Rails RESTful delete in nested resources

2019-05-14 16:22发布

Okay, so here's an example scenario. There is a student resource resources :students, and students has and belongs to many collections: resources :clubs, resources :majors, etc.

So we can set up our routes easily enough...

resources :clubs do
  resources :students
end
resources :majors do
  resources :students
end
resources :students do
  resources :clubs
  resources :majors
end

which generates us a bunch of standard RESTful routes

  • /clubs
  • /clubs/:id
  • /clubs/:club_id/students
  • /clubs/:club_id/students/:id
  • /majors
  • /majors/:id
  • /majors/:major_id/students
  • /majors/:major_id/students/:id
  • /students
  • /students/:id
  • /students/:student_id/clubs
  • /students/:student_id/clubs/:id
  • /students/:student_id/majors
  • /students/:student_id/majors/:id

So here's my question. With REST semantics, how would one delete a major for a student? Browsing students under a major /majors/:major_id/students/:id would show that student in the specific major's 'collection'. But the route for deleting an :id, points to StudentsController#destroy, which would delete the student completely. Whoops! So maybe we go the other way, and perform DELETE on the resource at /students/:student_id/majors/:id and well now UnderwaterBasketweaving is now no longer offered at this school...Whoops!

Now granted, we could set the destroy method of ClubsController, MajorsController, or StudentsController to look for club_id, or major_id, or student_id, but lets say we also down the road want to add Fraternities and GraduatingClasses, etc. Each class would start to be comprised of huge switch conditionals looking to see what param was present... and then find the collection of either the top resource and remove the bottom resource, or vise versa. The Models themselves should decide whether they delete themselves if they have no more association records... 'Destroy' on that resource has become really a misnomer...

Is there an easier way to do this? Even popular restful rails plugins like make_resourceful or resource_controller would blow away UnderwaterBasketweaving when removing it from Joe's Majors or completely delete JohnDoe when removing him from the major UnderwaterBasketweaving. It would seem there's a potential for looking at the association to understand the desired effects of the semantics and what 'destroy' should do.

Then again, am I looking at this all wrong? Is it not UnderwaterBasketweaving -> Joe but UnderwaterBasketweaving+Joe as a single resource and what we're deleting is truly not Joe, nor UnderwaterBasketweaving, but the resource representing the combination?
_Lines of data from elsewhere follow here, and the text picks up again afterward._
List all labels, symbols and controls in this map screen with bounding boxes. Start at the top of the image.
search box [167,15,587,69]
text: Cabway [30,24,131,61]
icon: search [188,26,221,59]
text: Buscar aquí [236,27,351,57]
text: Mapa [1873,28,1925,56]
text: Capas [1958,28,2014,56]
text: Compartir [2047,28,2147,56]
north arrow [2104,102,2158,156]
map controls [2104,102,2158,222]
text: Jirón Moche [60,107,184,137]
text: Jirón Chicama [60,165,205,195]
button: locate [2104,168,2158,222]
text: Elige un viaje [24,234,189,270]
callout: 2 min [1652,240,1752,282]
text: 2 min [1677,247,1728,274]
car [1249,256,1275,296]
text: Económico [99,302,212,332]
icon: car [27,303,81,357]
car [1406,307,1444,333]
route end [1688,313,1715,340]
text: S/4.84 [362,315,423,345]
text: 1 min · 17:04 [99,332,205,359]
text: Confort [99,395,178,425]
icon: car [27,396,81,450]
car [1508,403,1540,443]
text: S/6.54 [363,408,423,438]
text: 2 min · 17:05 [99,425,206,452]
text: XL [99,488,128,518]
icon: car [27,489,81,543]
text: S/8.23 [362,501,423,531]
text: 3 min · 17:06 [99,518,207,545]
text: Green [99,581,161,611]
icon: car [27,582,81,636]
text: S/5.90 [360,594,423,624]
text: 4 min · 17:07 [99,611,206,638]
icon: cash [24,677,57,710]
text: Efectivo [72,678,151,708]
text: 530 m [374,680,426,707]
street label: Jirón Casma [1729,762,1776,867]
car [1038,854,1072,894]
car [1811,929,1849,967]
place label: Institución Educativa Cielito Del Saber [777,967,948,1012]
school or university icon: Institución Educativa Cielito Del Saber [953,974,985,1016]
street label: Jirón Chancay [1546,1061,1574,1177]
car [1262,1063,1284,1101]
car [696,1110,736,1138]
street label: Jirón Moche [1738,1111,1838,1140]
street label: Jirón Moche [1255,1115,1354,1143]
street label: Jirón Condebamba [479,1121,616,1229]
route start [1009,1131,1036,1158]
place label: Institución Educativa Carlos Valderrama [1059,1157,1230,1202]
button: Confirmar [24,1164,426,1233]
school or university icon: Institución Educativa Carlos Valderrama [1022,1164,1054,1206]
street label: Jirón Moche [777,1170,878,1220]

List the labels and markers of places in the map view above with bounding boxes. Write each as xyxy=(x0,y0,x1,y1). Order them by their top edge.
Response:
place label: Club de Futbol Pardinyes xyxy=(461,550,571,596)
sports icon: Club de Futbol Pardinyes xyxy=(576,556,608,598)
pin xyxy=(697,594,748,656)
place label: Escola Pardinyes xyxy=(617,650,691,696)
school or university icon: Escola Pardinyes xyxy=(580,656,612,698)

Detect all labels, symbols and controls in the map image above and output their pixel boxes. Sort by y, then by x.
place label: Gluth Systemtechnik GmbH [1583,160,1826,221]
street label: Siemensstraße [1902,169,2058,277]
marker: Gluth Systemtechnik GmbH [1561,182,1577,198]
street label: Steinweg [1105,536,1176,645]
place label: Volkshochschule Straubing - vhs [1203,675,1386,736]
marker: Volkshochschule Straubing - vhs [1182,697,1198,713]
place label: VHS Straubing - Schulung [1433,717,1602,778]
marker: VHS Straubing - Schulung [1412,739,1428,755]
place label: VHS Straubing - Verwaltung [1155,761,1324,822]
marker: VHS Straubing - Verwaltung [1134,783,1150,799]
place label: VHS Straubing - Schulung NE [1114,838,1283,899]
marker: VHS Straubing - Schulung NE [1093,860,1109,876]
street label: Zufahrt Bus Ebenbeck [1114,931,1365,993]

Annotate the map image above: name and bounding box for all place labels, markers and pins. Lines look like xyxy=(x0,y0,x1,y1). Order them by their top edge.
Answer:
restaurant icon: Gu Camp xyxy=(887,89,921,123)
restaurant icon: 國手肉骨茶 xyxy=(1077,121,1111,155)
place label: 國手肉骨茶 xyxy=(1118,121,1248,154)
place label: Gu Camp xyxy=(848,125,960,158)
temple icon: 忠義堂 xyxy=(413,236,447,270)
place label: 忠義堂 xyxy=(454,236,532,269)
However, that's not easy when the controllers are Students and Majors, that in effect represent resources of the same name (MVC has really become RV...in the 'convention' approach and not developing Controllers that may have no bearing on a Model name, or the path to reach it) So you'd be deleting a Major or a Student; pick your poison...

How can I avoid managing conditionals across an infinite graph of associated resources where delete really isn't the intent when the delete is desired to be in context of a collection and not pertaining to its singularity...?

...major.student.delete... Is there a way for 'student' ActiveRecord object to know it was sent a 'delete' message in a method chain beginning with the 'major' AR object ?

1条回答
Explosion°爆炸
2楼-- · 2019-05-14 17:20

Well the standard RESTful aproach is to use has_many :through and generate a cotroller for the association resource. Naming association resources is always difficult, but I'll attempt for this example.

resources :majors do
  resources :studies
  resources :students
end
resources :students do
  resources :studies
  resources :majors
end

The models would be of course:

class Major < ActiverRecord::Base
  has_many :studies
  has_many :students, :through => :studies
end

etc. (comment if you want me to elaborate)

Then for a student you wouldn't DELETE it's associated @student.major but his @student.studies.where :major => @major.